While my preface established the pedagogical “how” of our study and its formalist methodology, this final note traces the iconological path taken by my students. As we moved through the Metropolitan Museum, ancient sculptures and paintings served as frameworks for a new understanding of both physical material and iconographic meaning. This iconography of the object is revealed in the following observations:

  • Will Baker explored the iconography of permanence in the Tomb of Akhtihotep, observing a shadowless surface where the human figure remains an absolute, measurable fact.

  • Kyle Kaizhong Tan examined the Grave Stele of a Little Girl, mapping the development of contrapposto as a transitional bridge between the stillness of earlier relief and the weight-shift of freestanding sculpture.
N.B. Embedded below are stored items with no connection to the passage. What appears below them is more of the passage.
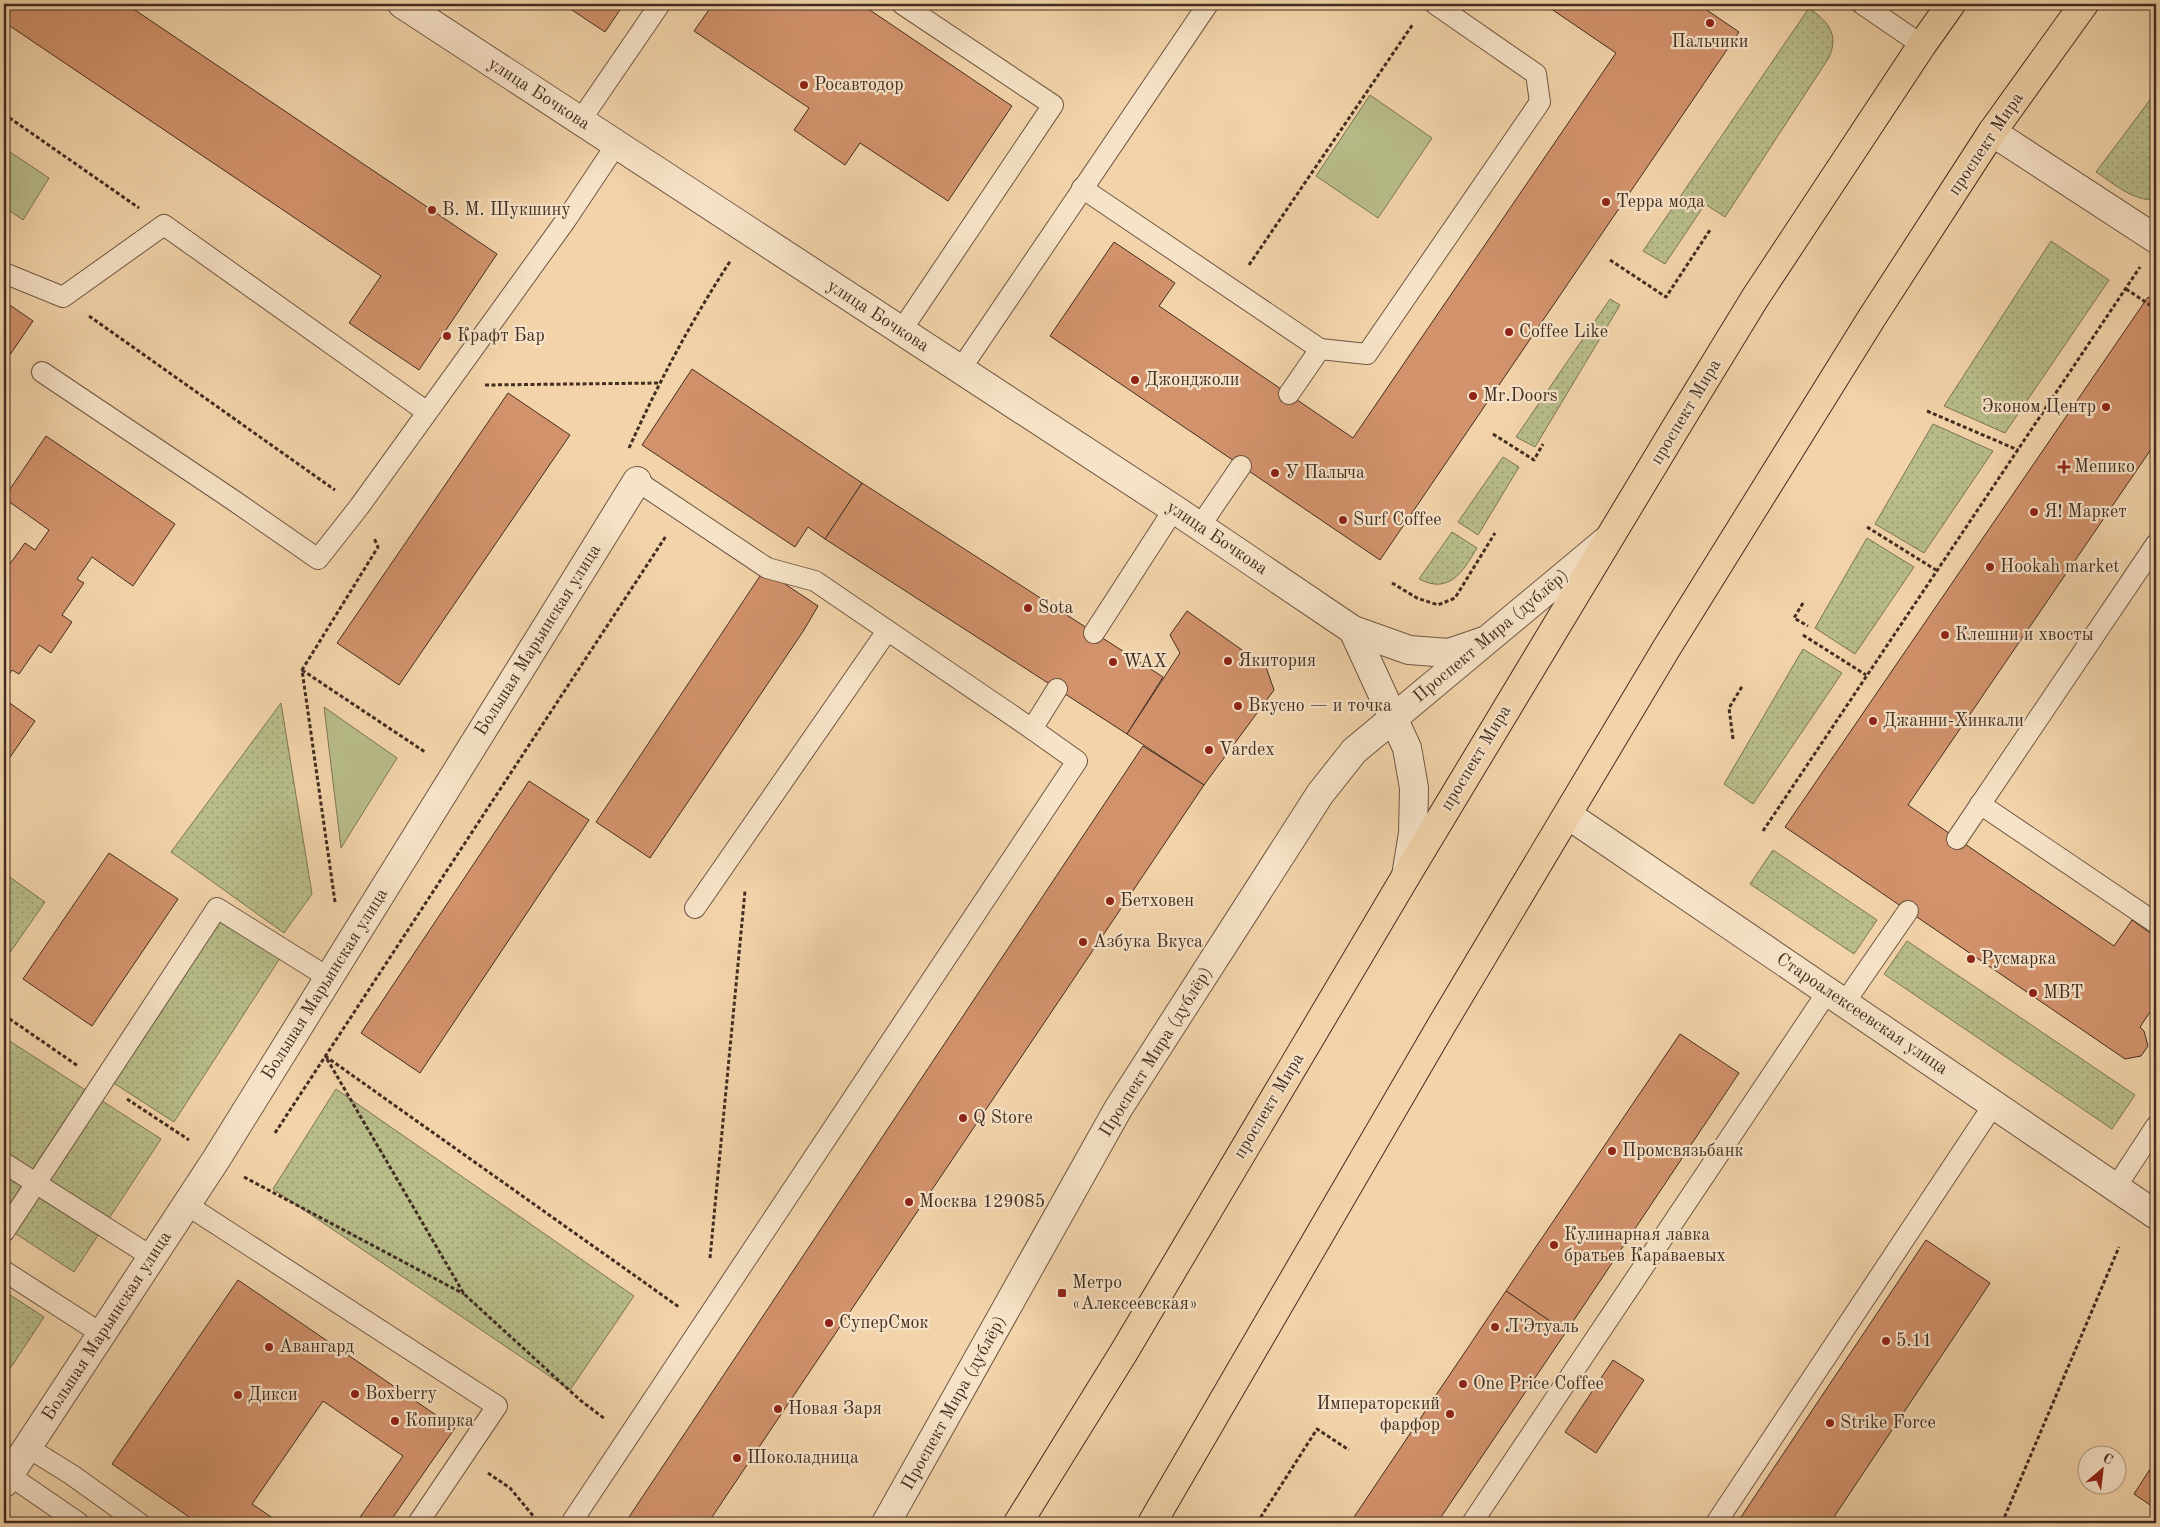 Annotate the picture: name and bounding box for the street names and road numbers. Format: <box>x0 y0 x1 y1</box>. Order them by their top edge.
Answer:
street label: улица Бочкова <box>485 55 593 134</box>
street label: проспект Мира <box>1945 89 2027 199</box>
street label: улица Бочкова <box>824 277 932 356</box>
street label: проспект Мира <box>1647 356 1725 468</box>
street label: улица Бочкова <box>1163 498 1271 578</box>
street label: Большая Марьинская улица <box>472 541 604 739</box>
street label: Проспект Мира (дублёр) <box>1409 565 1572 706</box>
street label: проспект Мира <box>1437 702 1515 814</box>
street label: Большая Марьинская улица <box>259 885 391 1083</box>
street label: Староалексеевская улица <box>1773 950 1951 1078</box>
street label: Проспект Мира (дублёр) <box>1096 963 1216 1140</box>
street label: проспект Мира <box>1230 1050 1308 1162</box>
street label: Большая Марьинская улица <box>39 1228 175 1424</box>
street label: Проспект Мира (дублёр) <box>898 1312 1009 1493</box>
  • Tan Nhat Nguyen analyzed the Boscoreale Cubiculum, examining how an iconography of perspective and illusion expands the boundaries of the room toward an optical expansion of city, garden, and sky.

  • Christina Mei focused on the iconography of reflection, tracking the circular path of the stone to connect the mirrored fates of Narcissus, Echo, and Hylas.

  • Yiping Zhao analyzed the Sarcophagus with the Myth of Selene and Endymion, mapping how deep carving defines the iconographic encounter between the goddess and the sleeping youth.

  • Ziyan Zhong analyzed the iconography of the Muses and Sirens, observing how the rhythmic arrangement of the figures defines their musical competition.

  • Steffany Yalong analyzed the Sarcophagus of Dionysos, observing a shift where the body is no longer a mere tactile unit but an optical entity defined by the play of light and shadow.

While these analyses remain anchored in Riegl’s formalism, they acknowledge a contemporary shift in art historical critique. We move away from a strictly teleological view—the idea of an “evolution” toward a more technically resolved mode of vision—and instead recognize changes in a given culture. This engagement embraces a layered temporality, suggesting that our gaze today involves a collapse of eras; we are not merely looking back at the past, but participating in a constant negotiation between ancient material and modern perception.

To examine these objects in situ was to observe a layered temporality governed by the behavior of light on the surface. By following the sequence from the Tomb of Akhtihotep to the Sarcophagus of Dionysos, the group engaged with the specific mechanics of relief—moving from the sheer materiality of the carved mark to the illusory depth of the iconographic program. They traced a rhythmic necessity: the disciplined transition from the Nahsicht (the near-sight of the shallow surface) of haptic objectivism to the Fernsicht (the distant-sight of the deep surface) of optical subjectivism, where the stone and the eye continue negotiating with light.

This text emerged from a seminar conducted at the School of Visual Arts (SVA) in collaboration with the Metropolitan Museum of Art.